Helix is a set of tools to help understand individual and organizational capabilities. There are two flavors of Helix:
HelixSE contains a proficiency model and career tracking toolset focused on individual total person development in the systems discipline. HelixSE also contains an organizational assessment tool focused on generative culture, organizational self-awareness, and the forces that create individual effectiveness. Evolved from a long-term study of the proficiencies of systems engineers facilitated by the Systems Engineering Research Center (SERC) at Stevens Institute of Technology. It represents the most comprehensive study of engineering effectiveness ever undertaken.
HelixEMP is built from insights on systems capabilities but focuses on broad Employability Skills. It enables individuals to understand their capabilities in terms of self-leadership and learning, team leadership and collaboration, and complex problem-solving as well as their foundational employability skills. Employability skills are applicable across a diverse set of disciplines and domains.
Do you have a self-aware organization? Do you know if your organization is prepared to meet the challenges of an increasingly complex, changing world?
The landscape of engineered systems is changing. The pace of technology innovation continues to speed up. Data is increasingly open and available for analysis. Everything is becoming interconnected, and complex global systems of systems abound. Automation and user customization make systems more efficient, configurable, and adaptive. Challenges abound – sustainability and resource use, balancing openness versus security and privacy, high assurance and safety, ethics, and scale. The number and complexity of relationships in modern systems force engineering teams to deal with issues well beyond their discipline*. Systems Engineering and Systems Management put a man on the moon and have traditionally been the “home” for management of complex inter-disciplinary challenges.

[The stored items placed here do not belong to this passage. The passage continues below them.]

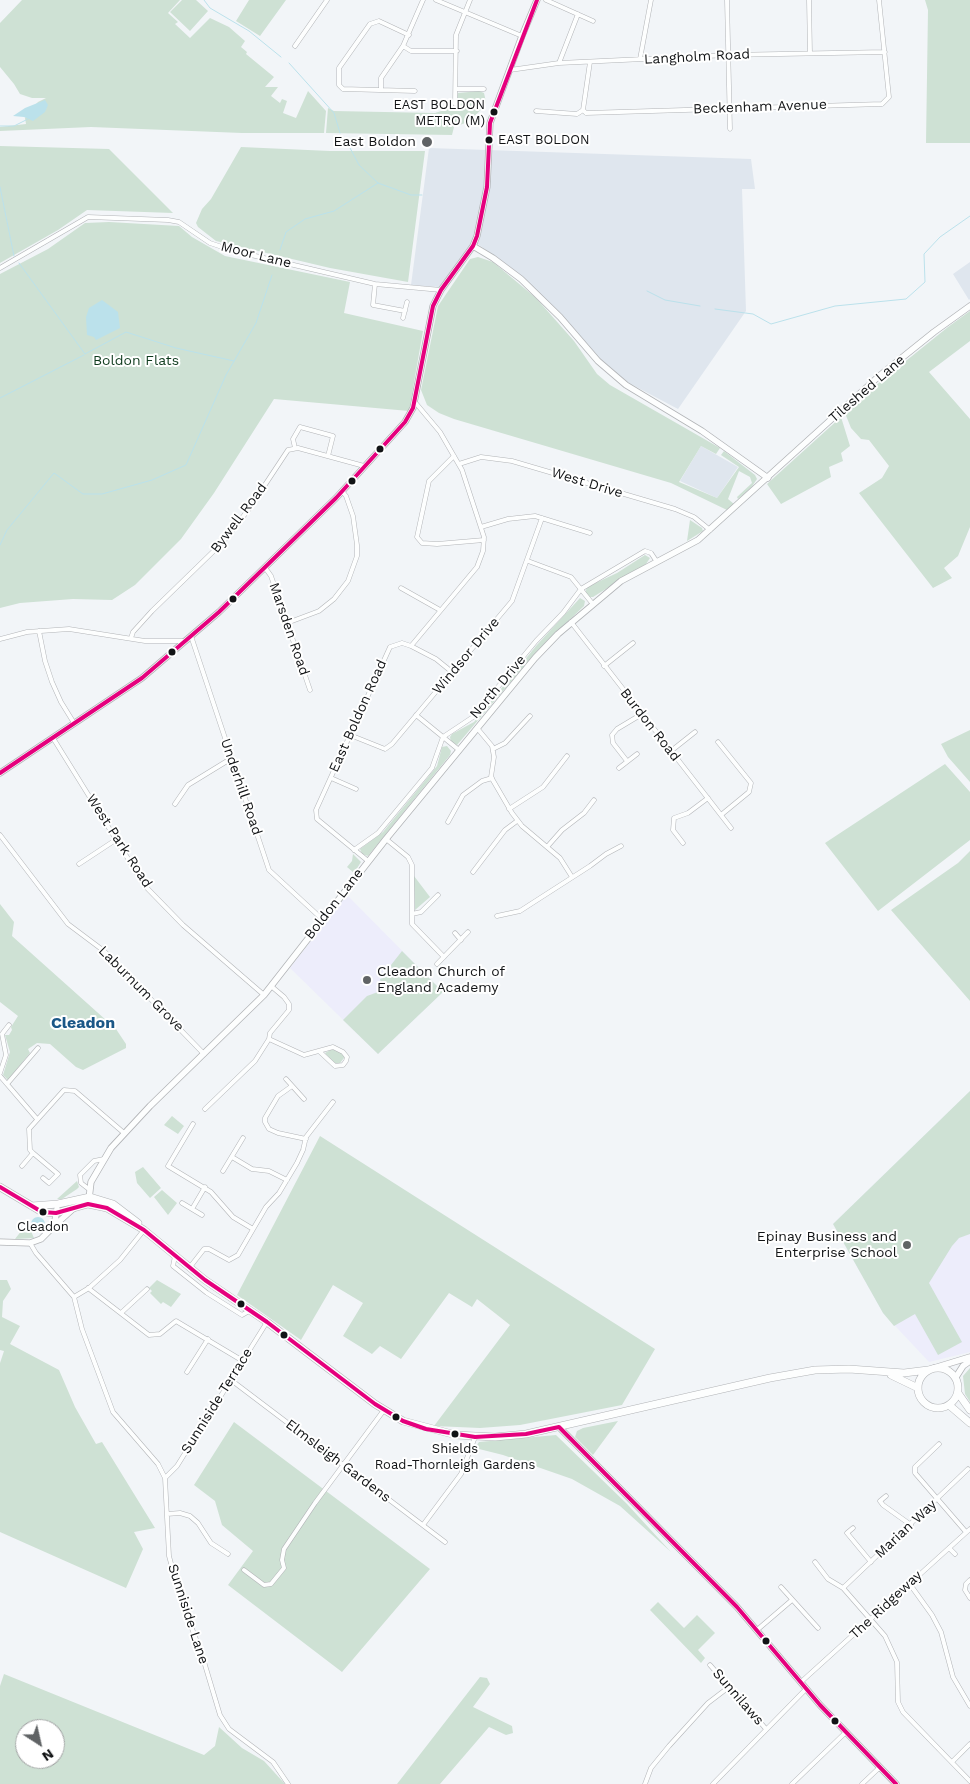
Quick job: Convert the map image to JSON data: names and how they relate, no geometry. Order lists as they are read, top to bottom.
{
  "streets": {
    "street": [
      "Langholm Road",
      "Beckenham Avenue",
      "Moor Lane",
      "Tileshed Lane",
      "West Drive",
      "Bywell Road",
      "Marsden Road",
      "Windsor Drive",
      "North Drive",
      "East Boldon Road",
      "Burdon Road",
      "Underhill Road",
      "West Park Road",
      "Boldon Lane",
      "Laburnum Grove",
      "Sunniside Terrace",
      "Elmsleigh Gardens",
      "Marian Way",
      "The Ridgeway",
      "Sunniside Lane",
      "Sunnilaws"
    ]
  },
  "crossings": [
    ["Langholm Road", "Beckenham Avenue"],
    ["Tileshed Lane", "West Drive"],
    ["Tileshed Lane", "North Drive"],
    ["Tileshed Lane", "Boldon Lane"],
    ["Windsor Drive", "East Boldon Road"],
    ["North Drive", "Boldon Lane"],
    ["East Boldon Road", "Boldon Lane"],
    ["Burdon Road", "Boldon Lane"],
    ["Underhill Road", "Boldon Lane"],
    ["West Park Road", "Boldon Lane"],
    ["Boldon Lane", "Laburnum Grove"],
    ["Sunniside Terrace", "Elmsleigh Gardens"],
    ["Sunniside Terrace", "Sunniside Lane"]
  ],
  "districts": ["Cleadon"],
  "parks": ["Boldon Flats"],
  "places": [
    "EAST BOLDON METRO (M)",
    "EAST BOLDON",
    "East Boldon",
    "Cleadon Church of England Academy",
    "Cleadon",
    "Epinay Business and Enterprise School",
    "Shields Road-Thornleigh Gardens"
  ],
  "north": "bottom right"
}
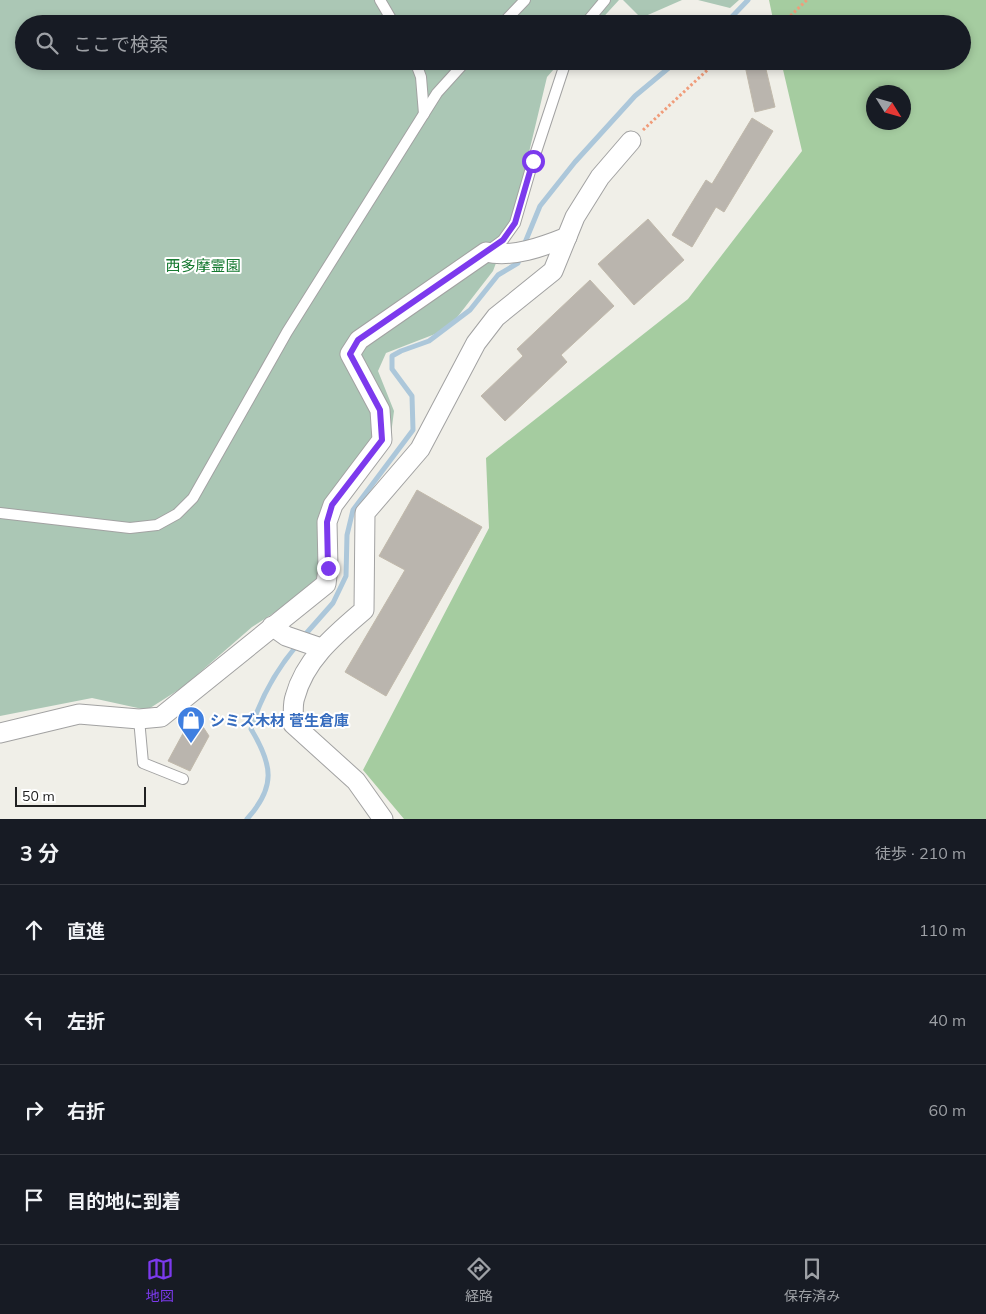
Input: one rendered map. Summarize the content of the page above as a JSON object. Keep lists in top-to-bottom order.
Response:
{
  "parks": ["西多摩霊園"],
  "places": {
    "shop": ["シミズ木材 菅生倉庫"]
  },
  "scale_bar": "50 m",
  "north": "bottom right",
  "page": {
    "search": "ここで検索",
    "scale": "50 m",
    "heading": ["3 分", "徒歩 · 210 m"],
    "list": [
      ["直進", "110 m"],
      ["左折", "40 m"],
      ["右折", "60 m"],
      "目的地に到着"
    ],
    "nav": ["地図", "経路", "保存済み"]
  }
}
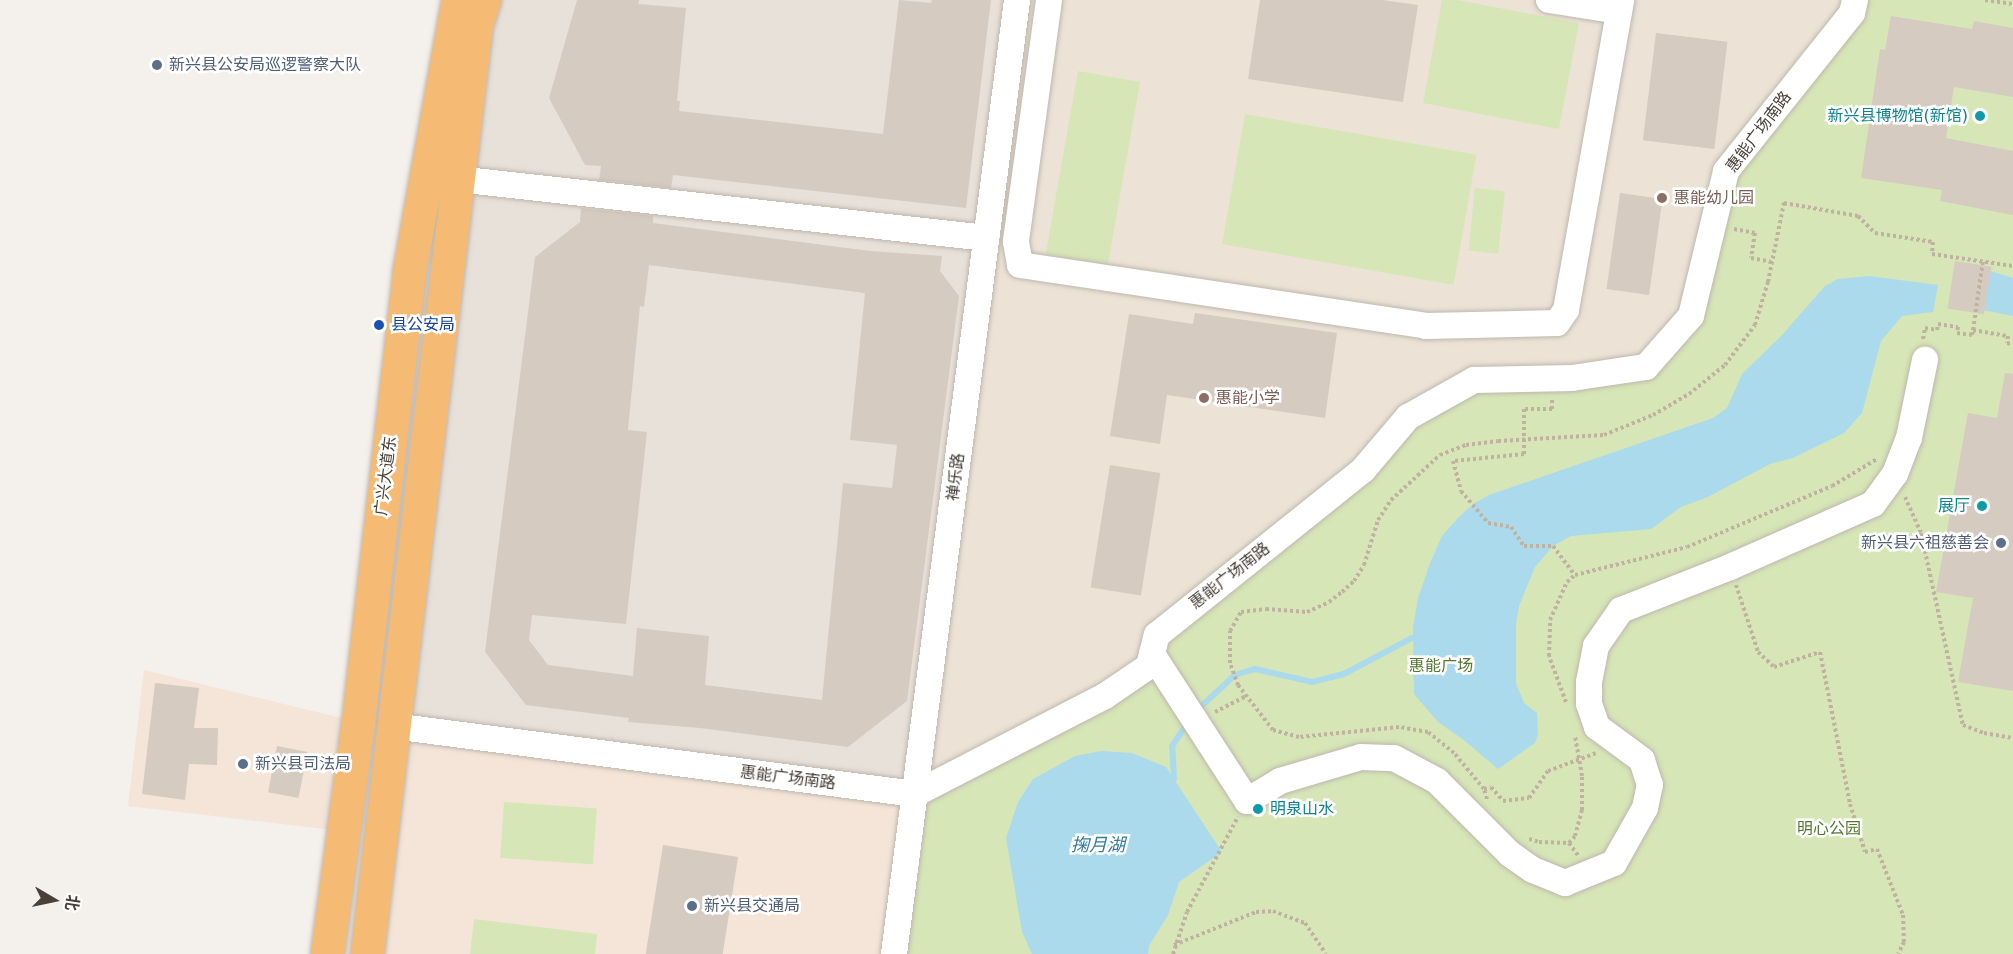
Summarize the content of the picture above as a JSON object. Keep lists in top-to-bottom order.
{
  "streets": {
    "highway": ["广兴大道东"],
    "street": ["惠能广场南路", "禅乐路"]
  },
  "crossings": [
    ["惠能广场南路", "禅乐路"]
  ],
  "water": ["掬月湖"],
  "parks": ["惠能广场", "明心公园"],
  "places": [
    "新兴县公安局巡逻警察大队",
    "新兴县博物馆(新馆)",
    "惠能幼儿园",
    "县公安局",
    "惠能小学",
    "展厅",
    "新兴县六祖慈善会",
    "新兴县司法局",
    "明泉山水",
    "新兴县交通局"
  ],
  "north": "right"
}
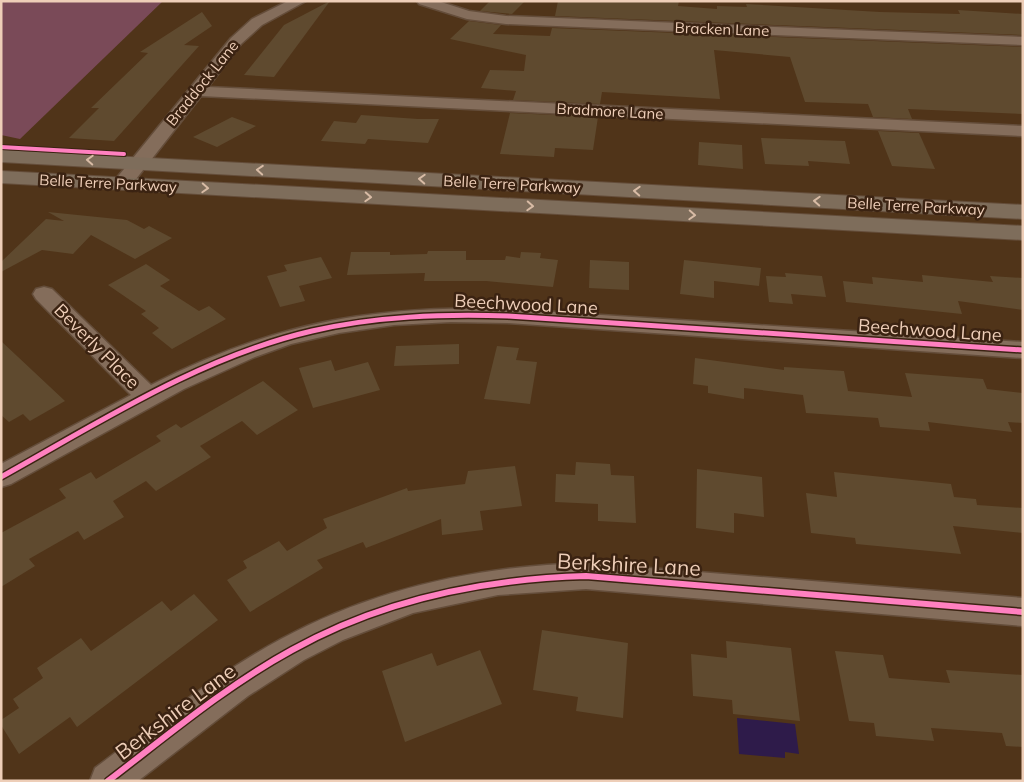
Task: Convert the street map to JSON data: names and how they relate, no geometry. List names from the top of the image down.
{
  "streets": {
    "main road": ["Belle Terre Parkway"],
    "street": [
      "Bracken Lane",
      "Braddock Lane",
      "Bradmore Lane",
      "Beechwood Lane",
      "Beverly Place",
      "Berkshire Lane"
    ]
  },
  "crossings": [
    ["Braddock Lane", "Bradmore Lane"],
    ["Braddock Lane", "Belle Terre Parkway"],
    ["Beechwood Lane", "Beverly Place"]
  ]
}
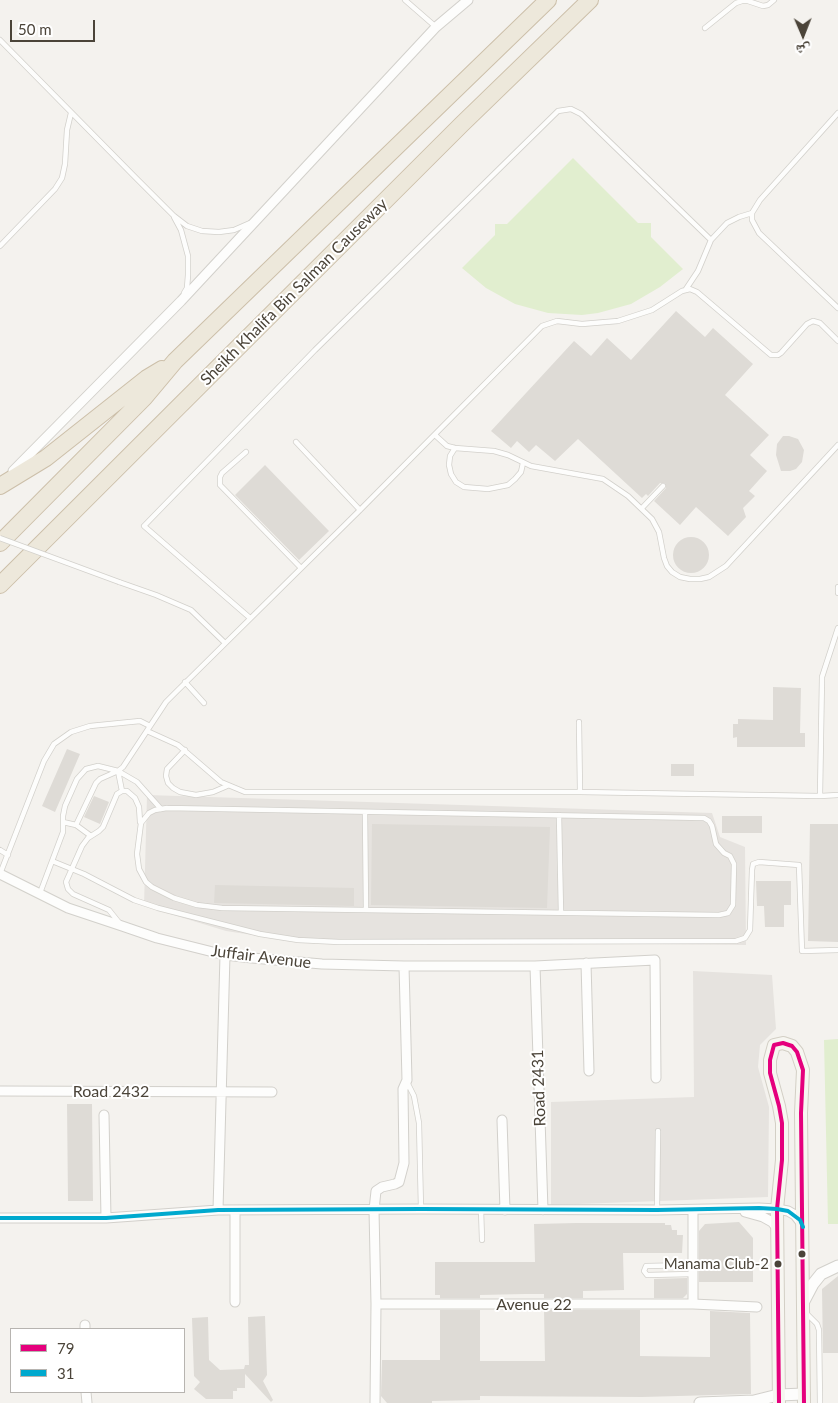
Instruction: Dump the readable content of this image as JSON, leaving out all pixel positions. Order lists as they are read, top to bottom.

Employers increasingly favor employees with problem solving, systems and critical thinking, and team leadership proficiencies that emphasize relationships between systems and people, interactions between product and user and agility in delivery of products and services. The human capability underlying these is Systems Engineering. The HELIX project interviewed almost 500 systems engineers and studied over 30 complex organizations over a period of eight years to derive a model of the complex problem solver. In the process we also discovered the forces an organization needs to apply to create these people.
HELIX provides a set of easy to use tools for individuals and their peers/managers to assess and discuss their complex problem solving proficiencies over time and across their career development. HELIX provides a set of additional tools for organizations to assess whether or not they have a culture and the forces to produce these individuals and to apply the proficiencies broadly. We call this organizational self-awareness.
Helix is not the first project that looked at systems engineering effectiveness, but it is the first of it’s kind to focus on gathering empirical data around the systems engineering effectiveness of individuals.
Over the 8 years of the research task, Helix looked at this problem in a number of ways:
Interviews were conducted with systems engineers and their leadership, managers, and peers. Transcript data from these interviews totals over 6,000 pages. Qualitative analysis and data mining techniques were used to make sense of the this wealth of information and provided crucial insights to Helix.
Over 200 people participated in the Helix surveys, providing a rich dataset on the factors that impact systems engineers and organizations that try to do systems engineering. Insights on culture, governance, structure, and teaming for systems engineering effectiveness were pulled from the survey data and are reflected in Helix.
Helix has worked with a number of organizations to pilot programs that utilize the Helix findings to improve effectiveness. Insights from these pilots were fed back into our models and approaches. We are the only group in the world with this level of rigorous data to back up our recommendations for systems engineering.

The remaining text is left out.